Google Groups no longer supports new Usenet posts or subscriptions. Historical content remains viewable.
Dismiss

List of radicals by frequency?

1 view
Skip to first unread message

Madison

unread,
Jun 19, 2009, 3:37:23 PM6/19/09
to
I've seen lists of kanji by frequency and of radicals by number of
strokes; what I haven't seen, however, it a list of radicals ordered
by THEIR frequency (not that of their related kanji). Does one exist?

Sorry if this happens to be a trivial question, but I haven't been
able to resolve it.

Jim Breen

unread,
Jun 19, 2009, 6:44:29 PM6/19/09
to

It depends on definitions of radicals and frequency. I assume you
mean the 214 "classical" radicals, and not modifications such as
Nelson's reallocations or Spahn and Hadamitzky's 79.

Also, what do you mean by "frequency"? Do you mean how often do they
occur in the 1,945 常用漢字? in the 6,355 JIS X 0208 kanji? in all
50,000 in Morohashi? Or do you want to take into account how
common the kanji themselves are?

For a rough idea of how often they appear in the JIS X 0208 set, you
could look at the "radkfile" which has the kanji indexed by each
visual element. Not that these are not the same as the 214 classical
radicals, but most of not all of thr 214 are embedded in it.

You can see the file at:
http://ftp.monash.edu.au/pub/nihongo/radkfile.gz

--
Jim Breen http://www.csse.monash.edu.au/~jwb/
Clayton School of Information Technology,
Monash University, VIC 3800, Australia
ジム・ブリーン@モナシュ大学

Madison

unread,
Jun 20, 2009, 7:39:53 AM6/20/09
to
Fair questions, all. I guess that, in my frustration, I was so eager
to get the question out didn't stop and think long enough about what
exactly I was asking. So let me clarify, please.
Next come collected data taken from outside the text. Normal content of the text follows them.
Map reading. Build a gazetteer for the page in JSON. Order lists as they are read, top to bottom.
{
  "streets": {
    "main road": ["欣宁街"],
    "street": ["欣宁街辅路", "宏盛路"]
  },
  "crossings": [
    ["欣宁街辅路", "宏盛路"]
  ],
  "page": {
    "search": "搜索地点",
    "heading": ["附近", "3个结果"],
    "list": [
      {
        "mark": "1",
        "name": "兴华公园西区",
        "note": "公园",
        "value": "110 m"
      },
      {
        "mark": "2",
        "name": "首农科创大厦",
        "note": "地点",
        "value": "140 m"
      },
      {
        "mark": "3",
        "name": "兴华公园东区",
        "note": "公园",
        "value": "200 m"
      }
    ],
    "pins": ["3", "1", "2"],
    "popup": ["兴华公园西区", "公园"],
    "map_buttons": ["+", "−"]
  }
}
First, in this particular case - the purpose of the exercise is making
it easier for a beginner/intermediate person to study Japanese (as
opposed, I guess to any other purpose for which this can be put...),
which, I believe, implies that the user is able to find an unknown
kanji as fast as possible.

Second, let me describe the two ideal tools I would like to see. The
first would be a page like yours here (http://www.csse.monash.edu.au/
~jwb/cgi-bin/wwwjdic.cgi?1R), but modified so the radicals are
arranged by, for example, this frequency list (http://infohost.nmt.edu/
~armiller/japanese/kanjifreq.htm) or this (http://www.tidraso.co.uk/
kanji_frequency.html) or any other frequency list which you would
consider meaningful or useful. In this tool, you can use 79, 100, 150
or 214 radicals or whatever; what counts is their placement in the
table.

The other tool I would REALLY love to see would look like the first
one, but utilizing instead visual elements (which, IMHO, are more
important and useful - to a learner, at least - than the radicals).
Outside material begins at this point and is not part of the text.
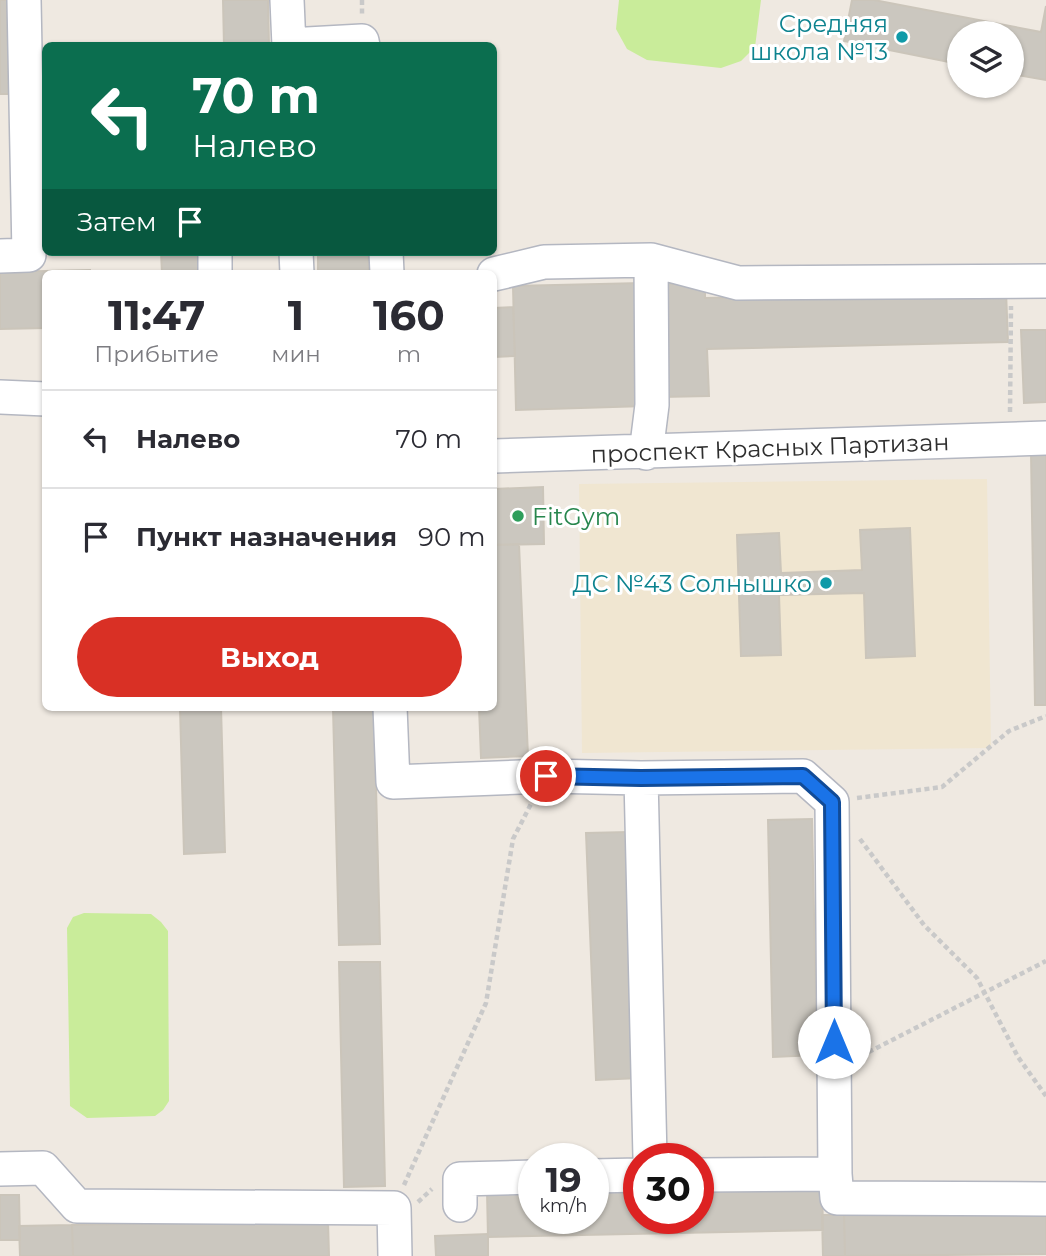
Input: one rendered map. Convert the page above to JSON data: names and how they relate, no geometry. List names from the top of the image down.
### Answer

One final tweak (for the time being...) would be this - once the kanji
is identified, its information page should not only have the readings,
etc., but also (a feature which I personally found very useful) a link
to words beginning, ending or and/or containing the kanji (as in this
page - http://jisho.org/kanji/details/%E7%94%B2).

End of wish list....

Jim Breen

unread,
Jun 20, 2009, 7:15:54 PM6/20/09
to
Madison wrote:
> First, in this particular case - the purpose of the exercise is making
> it easier for a beginner/intermediate person to study Japanese (as
> opposed, I guess to any other purpose for which this can be put...),
> which, I believe, implies that the user is able to find an unknown
> kanji as fast as possible.

A fair goal. A lot of the work many of us have been doing for
years has had that aim.

> Second, let me describe the two ideal tools I would like to see. The
> first would be a page like yours here (http://www.csse.monash.edu.au/
> ~jwb/cgi-bin/wwwjdic.cgi?1R), but modified so the radicals are
> arranged by, for example, this frequency list (http://infohost.nmt.edu/
> ~armiller/japanese/kanjifreq.htm) or this (http://www.tidraso.co.uk/
> kanji_frequency.html) or any other frequency list which you would

> consider meaningful or useful. i

I actually think that would be a waste of time. I can imagine the screams
and yells if I reordered the "multi-radical" table that way. People
looking up that table generally neither know nor care about the
relative frequency of a radical or shape - they just want to find
it in the table as quickly as possible. Putting them in some sort
of frequency order would require them to scan up to 250 looking for
the one they want, whereas by ordering in block by stroke count, they
can dive to the one they want.

> One final tweak (for the time being...) would be this - once the kanji
> is identified, its information page should not only have the readings,
> etc., but also (a feature which I personally found very useful) a link
> to words beginning, ending or and/or containing the kanji (as in this
> page - http://jisho.org/kanji/details/%E7%94%B2).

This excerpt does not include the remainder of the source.